Негатив корреспондента Сухоногова
В Кадыр въезжаю с первым зажженным фонарем. После деревянных изб Козинска райцентр кажется значительным городом. Вывески, магазины, фонари.
Редакция районной газеты уже закрыта, но сторож в тулупе подсказывает, где найти Сухоногова. На лестничной площадке я смущенно отряхиваю от снежной пыли свой видавший виды шоферский полушубок. С чего начать разговор? Мне открывает девочка-подросток.

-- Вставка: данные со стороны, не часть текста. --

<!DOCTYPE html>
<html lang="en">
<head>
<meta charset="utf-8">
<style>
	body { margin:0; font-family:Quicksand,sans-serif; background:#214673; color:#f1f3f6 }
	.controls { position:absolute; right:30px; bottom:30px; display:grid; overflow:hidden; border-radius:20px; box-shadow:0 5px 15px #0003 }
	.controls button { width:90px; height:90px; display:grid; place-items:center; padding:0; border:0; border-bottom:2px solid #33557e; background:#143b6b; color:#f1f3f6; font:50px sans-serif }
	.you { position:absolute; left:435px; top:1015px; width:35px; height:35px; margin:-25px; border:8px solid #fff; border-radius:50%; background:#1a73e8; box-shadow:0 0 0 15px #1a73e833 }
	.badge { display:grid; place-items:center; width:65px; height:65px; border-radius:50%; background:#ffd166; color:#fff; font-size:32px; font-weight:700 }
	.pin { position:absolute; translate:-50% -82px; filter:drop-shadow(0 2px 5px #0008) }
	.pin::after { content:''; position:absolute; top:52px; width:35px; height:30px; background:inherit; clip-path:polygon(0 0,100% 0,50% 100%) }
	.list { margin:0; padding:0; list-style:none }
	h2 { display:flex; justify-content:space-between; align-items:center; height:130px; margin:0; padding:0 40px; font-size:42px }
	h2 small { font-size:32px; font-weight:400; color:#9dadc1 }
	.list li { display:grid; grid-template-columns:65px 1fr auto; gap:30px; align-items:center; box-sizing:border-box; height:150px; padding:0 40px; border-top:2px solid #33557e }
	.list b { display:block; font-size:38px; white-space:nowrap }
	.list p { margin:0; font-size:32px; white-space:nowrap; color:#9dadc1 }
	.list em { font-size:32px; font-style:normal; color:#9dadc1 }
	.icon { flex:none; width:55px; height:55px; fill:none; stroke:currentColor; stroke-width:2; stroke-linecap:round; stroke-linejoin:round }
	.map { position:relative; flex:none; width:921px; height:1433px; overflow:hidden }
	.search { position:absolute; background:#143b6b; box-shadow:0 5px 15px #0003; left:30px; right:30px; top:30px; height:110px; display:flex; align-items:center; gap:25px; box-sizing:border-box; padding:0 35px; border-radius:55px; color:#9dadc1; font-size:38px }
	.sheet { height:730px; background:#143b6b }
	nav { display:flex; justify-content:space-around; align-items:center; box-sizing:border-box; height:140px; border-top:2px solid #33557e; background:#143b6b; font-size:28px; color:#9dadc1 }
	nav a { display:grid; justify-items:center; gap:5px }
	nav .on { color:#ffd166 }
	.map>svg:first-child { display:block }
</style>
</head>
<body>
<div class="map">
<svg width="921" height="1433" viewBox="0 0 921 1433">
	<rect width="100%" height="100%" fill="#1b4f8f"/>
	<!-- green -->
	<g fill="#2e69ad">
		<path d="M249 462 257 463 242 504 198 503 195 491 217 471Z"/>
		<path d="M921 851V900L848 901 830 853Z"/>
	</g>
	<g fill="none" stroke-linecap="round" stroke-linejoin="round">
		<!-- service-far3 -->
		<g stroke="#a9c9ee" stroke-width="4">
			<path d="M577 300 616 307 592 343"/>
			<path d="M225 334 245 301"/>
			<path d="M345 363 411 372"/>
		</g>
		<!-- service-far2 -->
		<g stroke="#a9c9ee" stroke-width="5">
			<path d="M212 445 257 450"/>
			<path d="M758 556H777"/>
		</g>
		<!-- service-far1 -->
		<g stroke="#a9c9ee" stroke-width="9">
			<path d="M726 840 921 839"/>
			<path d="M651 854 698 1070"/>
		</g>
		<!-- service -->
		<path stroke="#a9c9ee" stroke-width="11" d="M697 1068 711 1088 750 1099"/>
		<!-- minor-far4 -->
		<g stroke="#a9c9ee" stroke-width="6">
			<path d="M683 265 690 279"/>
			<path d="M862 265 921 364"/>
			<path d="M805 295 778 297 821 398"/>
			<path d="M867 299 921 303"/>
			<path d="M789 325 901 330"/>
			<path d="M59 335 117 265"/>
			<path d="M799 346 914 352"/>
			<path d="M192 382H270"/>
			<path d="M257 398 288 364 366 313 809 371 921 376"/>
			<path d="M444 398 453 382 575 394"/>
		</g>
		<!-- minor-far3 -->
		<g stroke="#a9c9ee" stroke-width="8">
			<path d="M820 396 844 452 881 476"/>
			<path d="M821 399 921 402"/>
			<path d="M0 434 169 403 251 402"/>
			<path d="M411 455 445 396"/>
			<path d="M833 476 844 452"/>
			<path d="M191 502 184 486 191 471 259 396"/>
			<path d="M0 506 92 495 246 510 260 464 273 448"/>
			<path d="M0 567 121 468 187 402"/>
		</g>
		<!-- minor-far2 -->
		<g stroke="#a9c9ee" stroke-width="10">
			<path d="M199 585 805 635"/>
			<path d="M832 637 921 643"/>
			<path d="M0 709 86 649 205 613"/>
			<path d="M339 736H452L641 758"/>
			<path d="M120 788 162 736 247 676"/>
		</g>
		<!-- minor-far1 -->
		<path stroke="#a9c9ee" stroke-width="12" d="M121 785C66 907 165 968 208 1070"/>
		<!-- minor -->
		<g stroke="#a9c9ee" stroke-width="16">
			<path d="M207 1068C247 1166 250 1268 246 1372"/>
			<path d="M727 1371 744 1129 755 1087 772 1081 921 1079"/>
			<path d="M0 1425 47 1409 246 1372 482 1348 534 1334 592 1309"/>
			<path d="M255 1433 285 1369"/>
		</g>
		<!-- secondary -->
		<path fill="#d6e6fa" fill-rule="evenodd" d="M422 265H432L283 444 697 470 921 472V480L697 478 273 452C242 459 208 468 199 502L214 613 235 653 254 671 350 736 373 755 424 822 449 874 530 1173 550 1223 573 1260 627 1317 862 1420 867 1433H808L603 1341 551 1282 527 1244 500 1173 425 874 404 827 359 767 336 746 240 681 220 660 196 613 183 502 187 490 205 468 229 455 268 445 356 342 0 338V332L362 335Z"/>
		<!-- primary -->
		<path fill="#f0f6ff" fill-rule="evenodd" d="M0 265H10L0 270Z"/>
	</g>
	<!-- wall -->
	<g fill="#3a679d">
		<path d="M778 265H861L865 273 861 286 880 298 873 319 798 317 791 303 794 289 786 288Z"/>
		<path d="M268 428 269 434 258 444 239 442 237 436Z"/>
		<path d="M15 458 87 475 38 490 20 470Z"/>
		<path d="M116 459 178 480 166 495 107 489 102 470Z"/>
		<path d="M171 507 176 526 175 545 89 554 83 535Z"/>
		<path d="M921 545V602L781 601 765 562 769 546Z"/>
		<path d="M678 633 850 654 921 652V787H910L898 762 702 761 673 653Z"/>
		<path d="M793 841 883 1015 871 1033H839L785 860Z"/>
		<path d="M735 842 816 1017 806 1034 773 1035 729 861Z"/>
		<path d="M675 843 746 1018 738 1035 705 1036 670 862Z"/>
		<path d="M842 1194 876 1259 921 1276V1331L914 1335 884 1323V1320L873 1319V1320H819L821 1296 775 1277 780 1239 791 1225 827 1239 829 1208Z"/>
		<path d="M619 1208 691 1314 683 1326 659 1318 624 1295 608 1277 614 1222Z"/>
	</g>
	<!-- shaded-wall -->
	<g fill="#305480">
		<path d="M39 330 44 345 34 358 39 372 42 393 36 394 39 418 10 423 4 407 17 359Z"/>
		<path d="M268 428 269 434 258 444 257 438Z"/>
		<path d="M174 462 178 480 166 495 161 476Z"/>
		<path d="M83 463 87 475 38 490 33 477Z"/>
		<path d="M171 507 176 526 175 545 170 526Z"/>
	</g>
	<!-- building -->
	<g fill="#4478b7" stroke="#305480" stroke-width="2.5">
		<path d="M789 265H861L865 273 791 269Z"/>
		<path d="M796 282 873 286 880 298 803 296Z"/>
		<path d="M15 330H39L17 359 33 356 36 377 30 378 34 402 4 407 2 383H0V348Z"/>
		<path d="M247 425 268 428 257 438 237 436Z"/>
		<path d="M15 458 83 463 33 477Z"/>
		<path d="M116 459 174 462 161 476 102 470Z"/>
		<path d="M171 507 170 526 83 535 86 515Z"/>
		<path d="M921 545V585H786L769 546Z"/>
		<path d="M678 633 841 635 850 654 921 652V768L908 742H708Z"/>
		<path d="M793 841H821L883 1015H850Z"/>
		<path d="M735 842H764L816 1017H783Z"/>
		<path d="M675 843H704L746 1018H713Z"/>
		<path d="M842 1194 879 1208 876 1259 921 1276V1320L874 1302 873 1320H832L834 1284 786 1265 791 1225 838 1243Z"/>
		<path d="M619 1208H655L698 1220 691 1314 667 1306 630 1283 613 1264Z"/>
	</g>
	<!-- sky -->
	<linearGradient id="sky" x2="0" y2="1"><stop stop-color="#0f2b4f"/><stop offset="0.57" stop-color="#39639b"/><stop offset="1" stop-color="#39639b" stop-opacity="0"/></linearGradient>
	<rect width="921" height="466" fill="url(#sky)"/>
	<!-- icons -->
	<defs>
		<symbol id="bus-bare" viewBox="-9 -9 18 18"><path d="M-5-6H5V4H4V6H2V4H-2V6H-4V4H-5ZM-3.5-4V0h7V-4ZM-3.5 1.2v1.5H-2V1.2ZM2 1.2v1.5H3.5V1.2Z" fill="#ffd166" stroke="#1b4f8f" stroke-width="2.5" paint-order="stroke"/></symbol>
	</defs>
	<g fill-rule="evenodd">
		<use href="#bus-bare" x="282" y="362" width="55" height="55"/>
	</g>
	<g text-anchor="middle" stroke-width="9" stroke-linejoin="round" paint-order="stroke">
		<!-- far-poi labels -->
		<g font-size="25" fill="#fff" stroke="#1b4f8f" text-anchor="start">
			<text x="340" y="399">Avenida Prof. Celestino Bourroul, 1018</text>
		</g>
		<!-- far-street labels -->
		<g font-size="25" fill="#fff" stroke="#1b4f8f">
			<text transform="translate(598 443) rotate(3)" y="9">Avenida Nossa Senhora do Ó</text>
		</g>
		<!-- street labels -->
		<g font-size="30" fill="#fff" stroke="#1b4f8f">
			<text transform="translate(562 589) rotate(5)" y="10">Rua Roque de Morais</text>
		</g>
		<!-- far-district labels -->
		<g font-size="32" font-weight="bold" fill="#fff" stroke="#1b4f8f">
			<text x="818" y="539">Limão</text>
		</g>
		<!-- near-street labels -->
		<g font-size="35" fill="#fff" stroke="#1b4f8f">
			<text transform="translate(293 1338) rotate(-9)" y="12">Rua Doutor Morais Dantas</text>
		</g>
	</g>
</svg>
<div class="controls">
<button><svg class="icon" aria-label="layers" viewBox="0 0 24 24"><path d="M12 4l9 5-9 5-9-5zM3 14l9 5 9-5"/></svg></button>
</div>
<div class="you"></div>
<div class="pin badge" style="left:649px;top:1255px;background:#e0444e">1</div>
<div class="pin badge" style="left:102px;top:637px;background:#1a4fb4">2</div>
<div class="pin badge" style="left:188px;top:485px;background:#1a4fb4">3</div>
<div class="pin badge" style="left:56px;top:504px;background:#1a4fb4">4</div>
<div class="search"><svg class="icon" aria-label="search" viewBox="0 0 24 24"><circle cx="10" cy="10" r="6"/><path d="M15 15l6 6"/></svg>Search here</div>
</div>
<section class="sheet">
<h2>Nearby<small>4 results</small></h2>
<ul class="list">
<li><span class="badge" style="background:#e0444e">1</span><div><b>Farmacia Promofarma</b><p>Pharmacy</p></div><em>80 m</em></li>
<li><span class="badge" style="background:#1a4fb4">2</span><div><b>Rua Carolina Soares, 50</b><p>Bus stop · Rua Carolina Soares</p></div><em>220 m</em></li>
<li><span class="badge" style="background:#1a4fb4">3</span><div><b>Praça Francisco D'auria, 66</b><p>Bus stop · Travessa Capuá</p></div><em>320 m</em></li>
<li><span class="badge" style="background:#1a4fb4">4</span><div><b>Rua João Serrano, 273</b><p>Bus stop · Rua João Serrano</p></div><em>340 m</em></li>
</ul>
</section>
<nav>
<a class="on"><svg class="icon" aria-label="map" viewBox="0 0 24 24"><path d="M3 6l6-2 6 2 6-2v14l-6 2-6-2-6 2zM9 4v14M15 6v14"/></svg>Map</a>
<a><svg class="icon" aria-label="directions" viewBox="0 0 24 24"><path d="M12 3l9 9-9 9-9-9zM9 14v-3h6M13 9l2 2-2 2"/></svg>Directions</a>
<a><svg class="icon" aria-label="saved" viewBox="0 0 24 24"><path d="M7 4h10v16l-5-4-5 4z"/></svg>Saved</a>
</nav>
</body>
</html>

— Наконец-то он явился! — провозглашает она. — Идите скорее, мы вас ждем.
Комната залита темной, дымящейся водой, окутана паром. Из этого пара навстречу мне выходит долговязый человек, весьма растерянный.
— Понимаете, батарея потекла…
— Вы корреспондент Сухоногов?
— Я.
«Это очень удачно, что потекла батарея», — решаю я.
Спустившись к машине, я достаю инструменты, паклю. Вскоре авария ликвидирована.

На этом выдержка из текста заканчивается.